Dead Letter Department #52
weather report
I’ve had social media off my phone again for a few weeks—although if somebody sends me something I need to watch, sometimes I re-download an app & then delete it again, which always seems a little ridiculous even as I’m doing it. Really, I ask myself, you can’t just have some self-discipline about this? But experience proves over and over again that I, in fact, cannot. I feel substantially less well-informed, embarrassingly so, but I’m not actually sure what that means to me these days—do I just want more news? I usually read a fat Sunday edition of the newspaper every weekend, half ritual & half attempt to catch up on Events, & mostly what happens is I cry about wars & form inappropriately intense attachments to people I’ve never heard of in the obituary section before enjoying the style section. Do I miss the exposure to people’s opinions or do I miss the idea of myself as someone who is online & knows what the fuck is going on in that world?
The ability to have a complete, non-fragmentary thought does continue to increase more the longer I keep this particular discipline, which is probably enough of an answer on why to do it. I’m writing long fiction. I need to hold entire worlds in my head. It isn’t negotiable. My ability to read has been increasing too, although I’m not back to where I was pre-pandemic when I could still whip through a pile of books a week & somehow absorb & respond to them all. The key there has been dedicated time (usually after dinner, in the soft light of the white paper lantern), & also following absolutely any whim. Do I want to reread pulpy, repressed gay stuff from my adolescence for an entire month? Great. Is the only book I’m hankering after unavailable through any library or regular bookstore? Fine, I’ll get it on Biblio (& accidentally end up with a beautiful first edition, for no extra cost). It does means my ambitious to read pile lingers and even grows while my beloved librarians field all the online hold requests, and a steady stream of oddities drops into my mailbox.

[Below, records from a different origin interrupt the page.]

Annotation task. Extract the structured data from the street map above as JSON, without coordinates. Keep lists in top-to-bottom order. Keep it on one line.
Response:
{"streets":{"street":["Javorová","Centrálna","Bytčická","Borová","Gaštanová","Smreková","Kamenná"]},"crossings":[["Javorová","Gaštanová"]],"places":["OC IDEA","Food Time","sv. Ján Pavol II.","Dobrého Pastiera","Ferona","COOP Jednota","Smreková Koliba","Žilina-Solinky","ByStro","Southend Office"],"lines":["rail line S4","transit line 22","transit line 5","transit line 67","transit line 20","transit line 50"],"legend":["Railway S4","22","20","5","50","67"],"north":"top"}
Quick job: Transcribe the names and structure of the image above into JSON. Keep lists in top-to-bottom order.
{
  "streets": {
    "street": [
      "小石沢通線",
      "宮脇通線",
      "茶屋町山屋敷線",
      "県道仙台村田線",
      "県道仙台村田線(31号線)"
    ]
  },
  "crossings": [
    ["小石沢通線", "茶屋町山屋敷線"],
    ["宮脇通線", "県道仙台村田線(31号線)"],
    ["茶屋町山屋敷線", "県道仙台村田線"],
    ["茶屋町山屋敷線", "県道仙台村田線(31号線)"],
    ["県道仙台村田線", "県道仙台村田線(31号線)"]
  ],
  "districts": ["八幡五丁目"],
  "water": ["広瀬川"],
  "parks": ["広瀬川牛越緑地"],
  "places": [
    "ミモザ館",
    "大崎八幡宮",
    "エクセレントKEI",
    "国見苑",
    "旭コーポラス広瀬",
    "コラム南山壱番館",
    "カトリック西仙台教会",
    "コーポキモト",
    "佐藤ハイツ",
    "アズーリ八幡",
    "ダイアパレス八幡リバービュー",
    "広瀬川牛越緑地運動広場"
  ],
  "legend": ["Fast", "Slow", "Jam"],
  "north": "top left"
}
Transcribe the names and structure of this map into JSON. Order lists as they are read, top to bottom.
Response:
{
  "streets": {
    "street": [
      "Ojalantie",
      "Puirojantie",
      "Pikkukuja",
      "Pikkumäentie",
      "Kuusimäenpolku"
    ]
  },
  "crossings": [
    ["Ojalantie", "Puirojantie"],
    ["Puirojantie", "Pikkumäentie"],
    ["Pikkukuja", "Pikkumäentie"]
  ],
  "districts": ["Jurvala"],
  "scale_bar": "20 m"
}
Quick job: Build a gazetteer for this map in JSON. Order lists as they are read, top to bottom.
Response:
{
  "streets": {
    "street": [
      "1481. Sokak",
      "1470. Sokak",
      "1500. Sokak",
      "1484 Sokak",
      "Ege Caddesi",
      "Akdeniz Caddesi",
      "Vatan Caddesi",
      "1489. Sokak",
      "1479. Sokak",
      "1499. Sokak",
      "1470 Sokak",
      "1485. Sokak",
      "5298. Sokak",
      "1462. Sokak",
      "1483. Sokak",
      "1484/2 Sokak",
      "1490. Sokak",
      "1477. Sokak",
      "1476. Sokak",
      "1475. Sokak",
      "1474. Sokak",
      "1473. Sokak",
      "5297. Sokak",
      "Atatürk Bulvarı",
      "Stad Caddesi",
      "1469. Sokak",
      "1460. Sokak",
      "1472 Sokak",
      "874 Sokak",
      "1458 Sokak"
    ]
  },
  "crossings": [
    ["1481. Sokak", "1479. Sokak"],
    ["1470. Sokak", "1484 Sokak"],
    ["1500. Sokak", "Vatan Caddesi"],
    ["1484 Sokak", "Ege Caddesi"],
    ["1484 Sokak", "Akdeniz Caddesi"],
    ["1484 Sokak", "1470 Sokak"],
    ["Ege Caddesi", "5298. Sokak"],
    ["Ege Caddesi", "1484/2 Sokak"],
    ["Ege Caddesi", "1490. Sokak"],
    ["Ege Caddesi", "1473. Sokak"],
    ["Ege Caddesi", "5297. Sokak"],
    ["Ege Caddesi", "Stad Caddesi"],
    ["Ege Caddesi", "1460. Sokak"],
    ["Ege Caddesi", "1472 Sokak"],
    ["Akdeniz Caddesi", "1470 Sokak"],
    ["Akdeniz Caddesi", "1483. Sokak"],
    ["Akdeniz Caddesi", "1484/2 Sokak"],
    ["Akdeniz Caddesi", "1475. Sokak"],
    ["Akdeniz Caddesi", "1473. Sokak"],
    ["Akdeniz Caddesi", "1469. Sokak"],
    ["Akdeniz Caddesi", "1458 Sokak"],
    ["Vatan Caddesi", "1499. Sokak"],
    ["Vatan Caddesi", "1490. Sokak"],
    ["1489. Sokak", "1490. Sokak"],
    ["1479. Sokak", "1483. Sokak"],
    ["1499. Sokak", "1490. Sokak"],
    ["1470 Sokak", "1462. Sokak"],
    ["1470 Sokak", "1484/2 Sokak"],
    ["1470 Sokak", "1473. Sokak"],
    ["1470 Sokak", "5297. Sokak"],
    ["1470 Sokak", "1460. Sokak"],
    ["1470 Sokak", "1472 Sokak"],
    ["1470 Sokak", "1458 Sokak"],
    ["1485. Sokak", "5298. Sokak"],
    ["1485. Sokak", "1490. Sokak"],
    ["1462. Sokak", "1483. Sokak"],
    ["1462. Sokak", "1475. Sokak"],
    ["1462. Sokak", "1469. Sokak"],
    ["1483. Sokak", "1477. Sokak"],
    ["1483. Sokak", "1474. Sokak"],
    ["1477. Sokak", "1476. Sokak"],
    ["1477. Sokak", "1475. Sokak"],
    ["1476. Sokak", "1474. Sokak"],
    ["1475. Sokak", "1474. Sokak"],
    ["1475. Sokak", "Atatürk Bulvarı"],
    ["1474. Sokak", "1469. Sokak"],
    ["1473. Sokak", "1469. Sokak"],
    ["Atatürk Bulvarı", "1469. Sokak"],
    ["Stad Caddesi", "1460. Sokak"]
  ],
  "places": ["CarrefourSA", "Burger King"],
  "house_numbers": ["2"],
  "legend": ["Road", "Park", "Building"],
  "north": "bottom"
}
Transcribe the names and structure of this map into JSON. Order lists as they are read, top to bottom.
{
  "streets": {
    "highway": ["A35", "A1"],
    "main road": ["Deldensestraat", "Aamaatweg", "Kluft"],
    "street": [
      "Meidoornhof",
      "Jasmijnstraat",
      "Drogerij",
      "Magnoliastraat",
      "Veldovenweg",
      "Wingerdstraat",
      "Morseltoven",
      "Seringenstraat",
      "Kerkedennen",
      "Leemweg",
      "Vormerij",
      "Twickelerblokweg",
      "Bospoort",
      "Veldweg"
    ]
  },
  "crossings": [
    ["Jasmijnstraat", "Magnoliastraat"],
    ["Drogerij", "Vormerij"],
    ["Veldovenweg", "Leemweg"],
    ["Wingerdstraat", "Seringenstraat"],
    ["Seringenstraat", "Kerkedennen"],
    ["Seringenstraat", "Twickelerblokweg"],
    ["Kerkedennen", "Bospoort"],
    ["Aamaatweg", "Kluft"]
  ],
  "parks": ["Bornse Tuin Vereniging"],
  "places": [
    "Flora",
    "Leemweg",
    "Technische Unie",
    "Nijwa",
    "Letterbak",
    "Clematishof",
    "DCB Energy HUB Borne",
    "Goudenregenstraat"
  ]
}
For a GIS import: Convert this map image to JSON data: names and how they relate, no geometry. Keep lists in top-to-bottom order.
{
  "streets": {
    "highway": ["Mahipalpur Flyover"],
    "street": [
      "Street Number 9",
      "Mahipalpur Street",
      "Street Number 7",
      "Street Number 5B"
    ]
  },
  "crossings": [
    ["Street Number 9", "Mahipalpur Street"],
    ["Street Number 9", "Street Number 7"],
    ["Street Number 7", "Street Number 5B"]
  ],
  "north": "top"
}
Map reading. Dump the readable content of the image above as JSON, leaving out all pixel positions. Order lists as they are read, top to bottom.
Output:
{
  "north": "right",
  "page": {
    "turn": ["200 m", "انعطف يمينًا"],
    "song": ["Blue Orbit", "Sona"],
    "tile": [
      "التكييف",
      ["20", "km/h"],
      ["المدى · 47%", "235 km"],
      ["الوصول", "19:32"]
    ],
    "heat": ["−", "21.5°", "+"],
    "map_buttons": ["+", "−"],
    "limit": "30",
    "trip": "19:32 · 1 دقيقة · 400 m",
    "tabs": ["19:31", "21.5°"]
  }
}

I’ve been trying to think more about cultivating the kind of mental environment that is good for the creative work I want to do, although I am still, weirdly, in the beginning stages of it. My attitude in the past has largely been pretty grind-based—just sit there & work, until the work is done, & then do that again the next day, until you’re too tired to do it anymore. If that actually did what it says on the tin, I don’t even think I’d quarrel with it, but it does have diminishing returns, especially over a period of unusually isolated years. When you don’t fill the reservoir occasionally, properly, not just with a firehose blast, then every time you scrape down to the bottom, it gets harder to refill. I’m trying to be more open to ideas, here, & to trying different things & seeing what works, but I am extremely protective of my various rituals and habits, superstitiously so, which makes it hard to break off & do something new.
What I want is one of those Into the Gloss articles (rip OG Glossier, I guess) or Strategist Things I Can’t Live Without lists but from writers & artists about their work days, something that goes into absolutely insane granular detail about daily routines & process—like, give me the name of the tea & exactly how long you steep it before you sit down to work, tell me every detail of the process you use to make the clay. I want the studio tour, the names of the different kinds of pencils, all of it.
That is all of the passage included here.